Fire station roof to be replaced
Fire District 8 commissioners have decided to spend up to $290,000 to put a pitched roof on their flagship station in Valleyford, where the original flat roof collapsed Feb. 6 under a snow load.
After a May 13 public hearing, commissioners authorized use of money from a bond measure voters approved in 2000. However, Fire Chief Bill Walkup said no final decision has been made to tap the bond fund.
Walkup said about $900,000 of the $4 million bond remains unspent. The bond measure was used to build a new station at 61st Street and Palouse Highway, to buy fire trucks and to purchase land for a future station at Baltimore Road and Palouse Highway.

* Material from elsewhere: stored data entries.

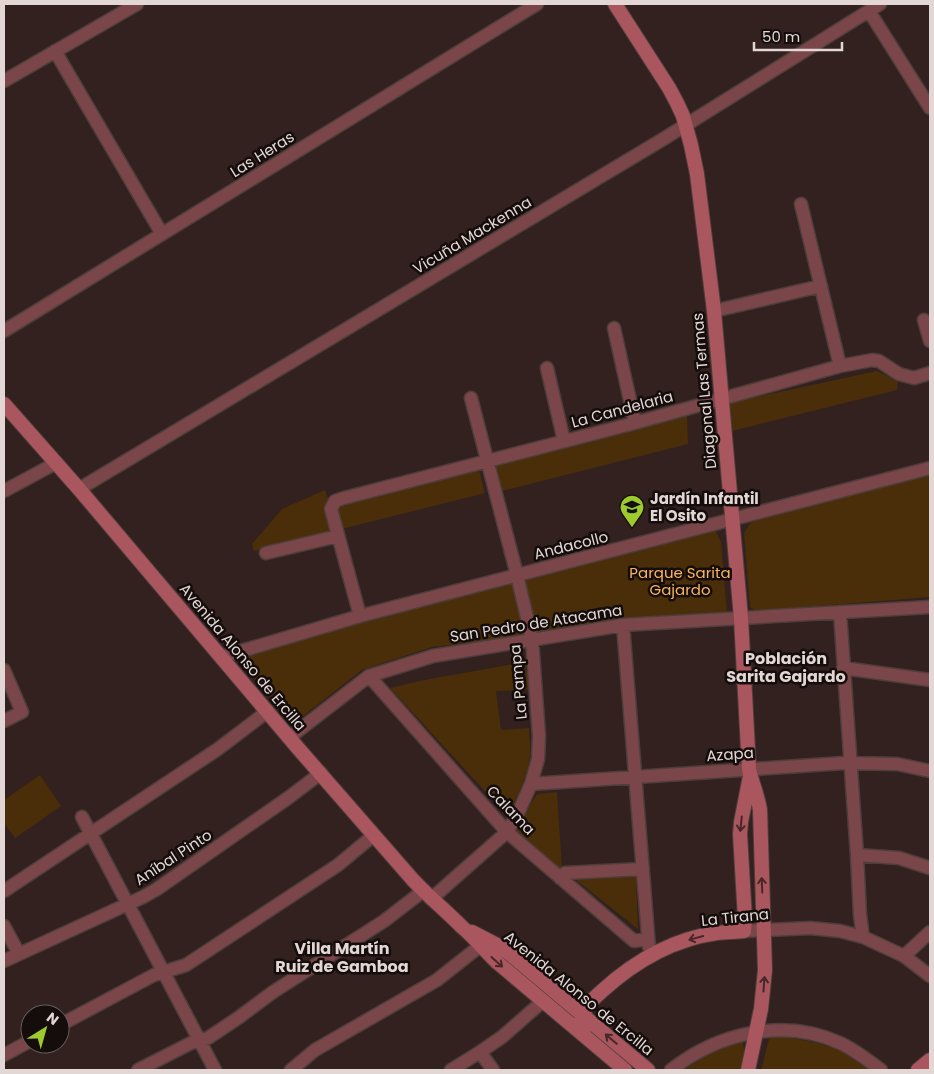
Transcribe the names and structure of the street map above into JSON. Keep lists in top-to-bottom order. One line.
{"streets":{"main road":["Diagonal Las Termas","Avenida Alonso de Ercilla","La Tirana"],"street":["Las Heras","Vicuña Mackenna","La Candelaria","Andacollo","San Pedro de Atacama","La Pampa","Azapa","Calama","Aníbal Pinto"]},"crossings":[["Vicuña Mackenna","Diagonal Las Termas"],["Vicuña Mackenna","Avenida Alonso de Ercilla"],["Diagonal Las Termas","La Candelaria"],["Diagonal Las Termas","Andacollo"],["Diagonal Las Termas","San Pedro de Atacama"],["Diagonal Las Termas","Azapa"],["Diagonal Las Termas","La Tirana"],["La Candelaria","La Pampa"],["Andacollo","Avenida Alonso de Ercilla"],["Andacollo","La Pampa"],["San Pedro de Atacama","Avenida Alonso de Ercilla"],["San Pedro de Atacama","La Pampa"],["San Pedro de Atacama","Calama"],["Avenida Alonso de Ercilla","La Pampa"],["Avenida Alonso de Ercilla","Aníbal Pinto"],["Avenida Alonso de Ercilla","La Tirana"],["La Pampa","Azapa"],["La Pampa","Calama"]],"districts":["Población Sarita Gajardo","Villa Martín Ruiz de Gamboa"],"parks":["Parque Sarita Gajardo"],"places":{"school or university":["Jardín Infantil El Osito"]},"scale_bar":"50 m","north":"top right"}
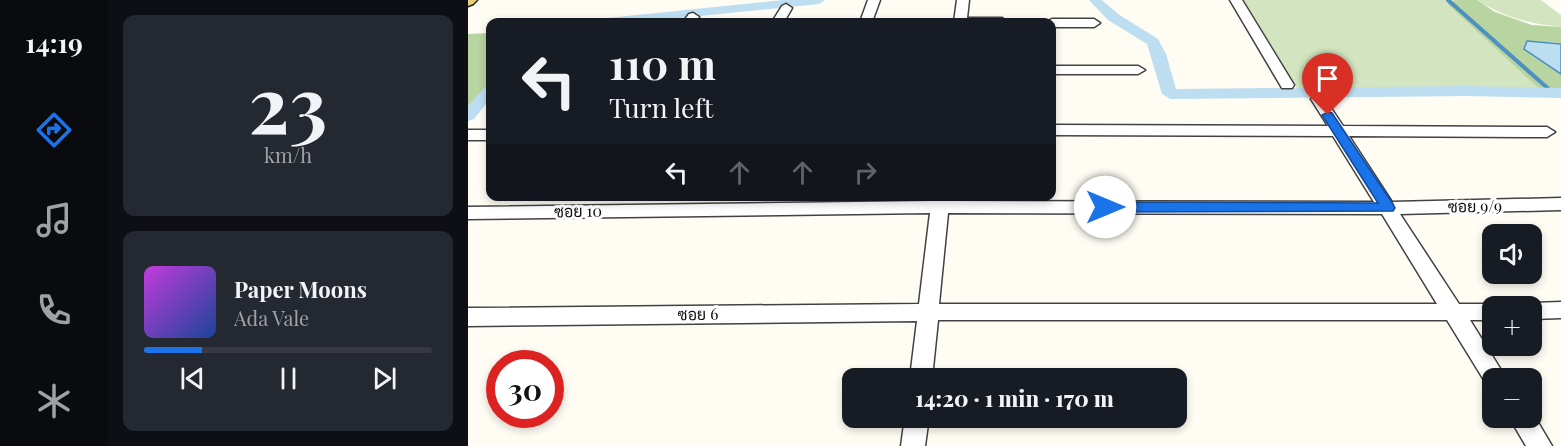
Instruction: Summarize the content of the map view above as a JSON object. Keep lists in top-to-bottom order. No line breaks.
{"streets":{"street":["ซอย 9/9","ซอย 10","ซอย 6"]},"crossings":[["ซอย 9/9","ซอย 10"]],"page":{"tabs":"14:19","tile":["23","km/h"],"turn":["110 m","Turn left"],"map_buttons":["+","−"],"song":["Paper Moons","Ada Vale"],"limit":"30","trip":"14:20 · 1 min · 170 m"}}
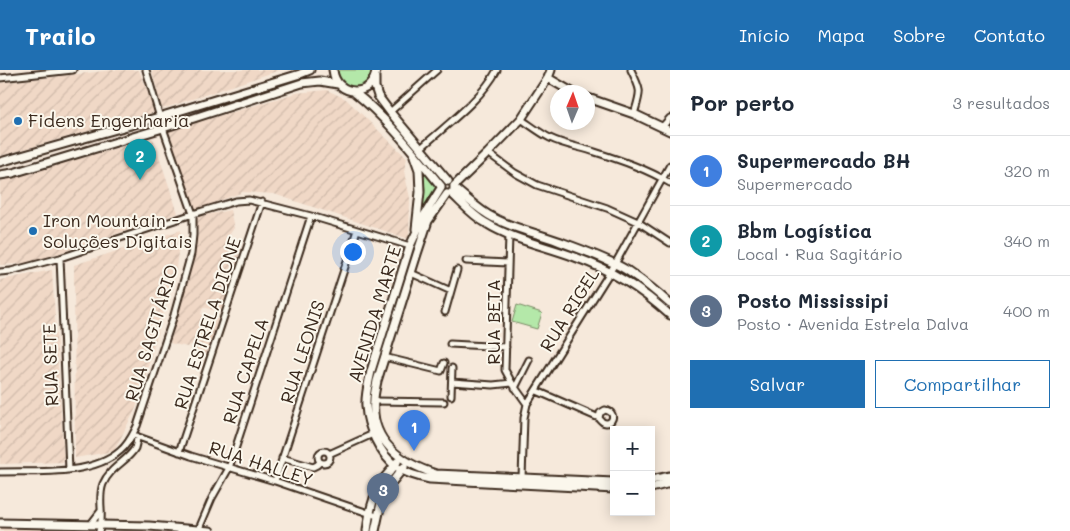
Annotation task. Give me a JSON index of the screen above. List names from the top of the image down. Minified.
{"streets":{"street":["RUA RIGEL","AVENIDA MARTE","RUA BETA","RUA ESTRELA DIONE","RUA SAGITÁRIO","RUA LEONIS","RUA SETE","RUA CAPELA","RUA HALLEY"]},"crossings":[["RUA RIGEL","AVENIDA MARTE"],["RUA RIGEL","RUA BETA"],["RUA ESTRELA DIONE","RUA HALLEY"],["RUA SAGITÁRIO","RUA SETE"],["RUA SAGITÁRIO","RUA HALLEY"],["RUA LEONIS","RUA HALLEY"],["RUA CAPELA","RUA HALLEY"]],"places":["Fidens Engenharia","Iron Mountain - Soluções Digitais"],"north":"top","page":{"header":"Trailo","nav":["Início","Mapa","Sobre","Contato"],"heading":["Por perto","3 resultados"],"list":[{"mark":"1","name":"Supermercado BH","note":"Supermercado","value":"320 m"},{"mark":"2","name":"Bbm Logística","note":"Local · Rua Sagitário","value":"340 m"},{"mark":"3","name":"Posto Mississipi","note":"Posto · Avenida Estrela Dalva","value":"400 m"}],"pins":["2","1","3"],"buttons":["Salvar","Compartilhar"],"map_buttons":["+","−"]}}
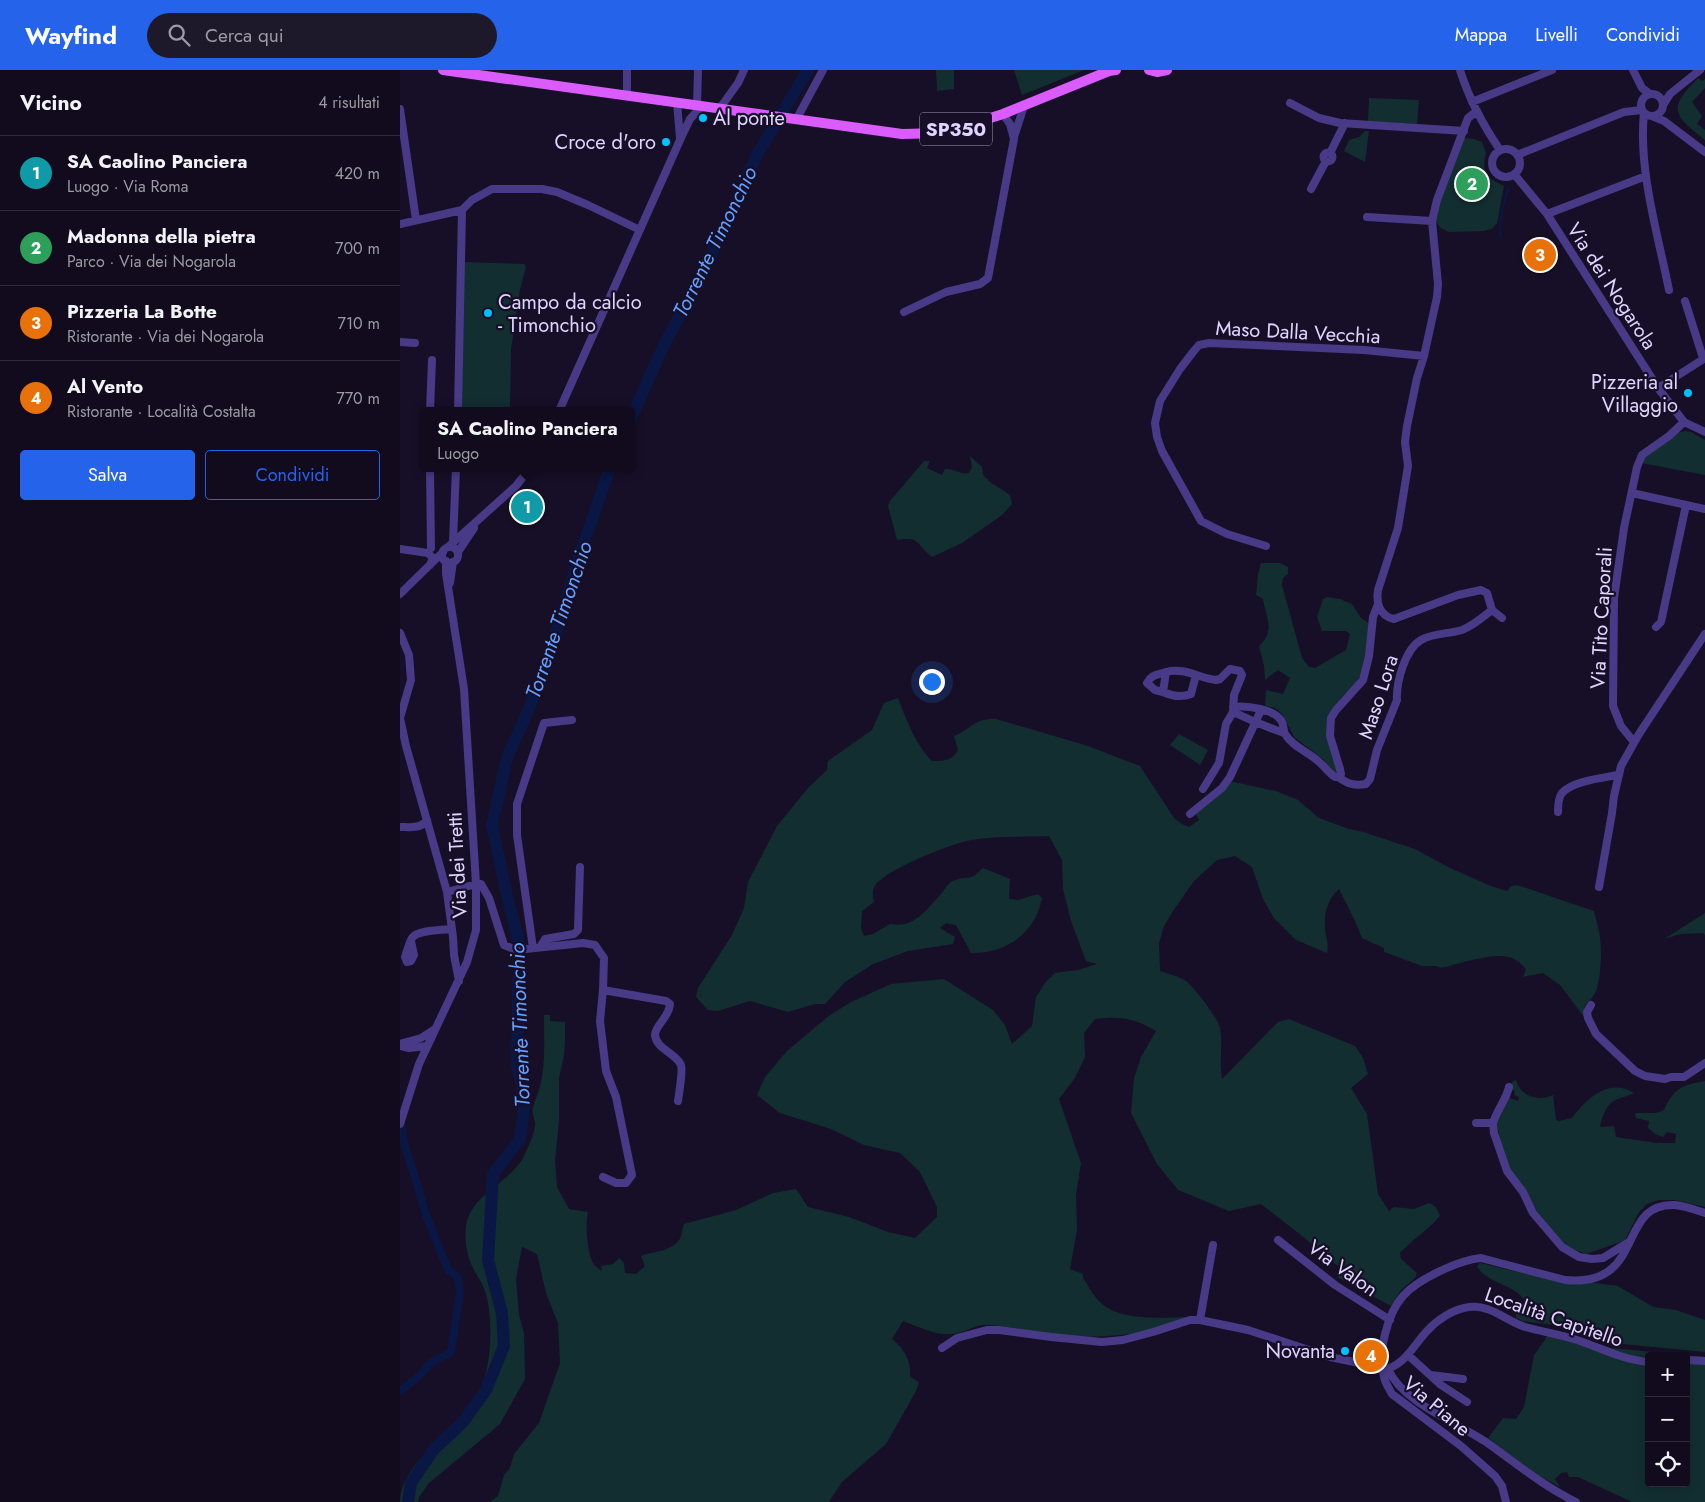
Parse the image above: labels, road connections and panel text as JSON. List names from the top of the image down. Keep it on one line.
{"streets":{"main road":["SP350"],"street":["Via dei Nogarola","Maso Dalla Vecchia","Via Tito Caporali","Maso Lora","Via dei Tretti","Via Valon","Località Capitello","Via Piane"]},"crossings":[["Via dei Nogarola","Via Tito Caporali"],["Via Valon","Via Piane"],["Località Capitello","Via Piane"]],"water":["Torrente Timonchio"],"places":["Al ponte","Croce d'oro","Campo da calcio - Timonchio","Pizzeria al Villaggio","Novanta"],"page":{"header":"Wayfind","search":"Cerca qui","nav":["Mappa","Livelli","Condividi"],"heading":["Vicino","4 risultati"],"list":[{"mark":"1","name":"SA Caolino Panciera","note":"Luogo · Via Roma","value":"420 m"},{"mark":"2","name":"Madonna della pietra","note":"Parco · Via dei Nogarola","value":"700 m"},{"mark":"3","name":"Pizzeria La Botte","note":"Ristorante · Via dei Nogarola","value":"710 m"},{"mark":"4","name":"Al Vento","note":"Ristorante · Località Costalta","value":"770 m"}],"pins":["2","3","1","4"],"popup":["SA Caolino Panciera","Luogo"],"buttons":["Salva","Condividi"],"map_buttons":["+","−"]}}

The remainder of the money was earmarked to buy land for another future station and, possibly, to build a storage building to protect trucks that now are parked outdoors. But commissioners decided it might be more important to prevent another roof collapse, Walkup said.
The only district patron to attend last month’s public hearing agreed, Walkup said.
He said a $588,000 insurance settlement included about $143,000 for a new flat roof, but the district’s insurance company, Continental Western, wasn’t willing to pay the additional $280,000 to $290,000 cost of a pitched roof.
Structural repairs, including rebuilding the front wall of the station, have been completed. The work included improvements, such as “shear panels” to strengthen walls against wind gusts, to bring the 1980 structure up to today’s building code.
Adding the new roof is expected to take four or five months, Walkup said. The work is to be performed by Belfor Property Restoration, which commissioners hired on an emergency basis on the evening of the collapse.
The station has been in limited use since about a week after the roof tumbled into the engine bay. Other portions of the roof remained largely intact.
Only two of the station’s usual seven trucks could return, forcing the district to rely on its other stations and mutual aid from nearby districts.
Walkup said the city of Spokane, Fire District 4 in northern Spokane County and a fire commissioner have been storing the damaged station’s displaced trucks.
No one was injured and no equipment was damaged because district officials evacuated the station about five hours before the roof came down.
“We were very fortunate that no one was injured because, certainly, the potential was there,” Walkup said.
Although nonessential district personnel weren’t present, a contractor’s crew was removing snow from the roof when it collapsed.
Walkup said firefighters had heard noises in the engine bay but couldn’t find anything wrong when they looked.
“We had a sense that things didn’t appear as they should,” Walkup said.
He said an engineer later reported that the collapse resulted from a combination of structural problems and the snow load.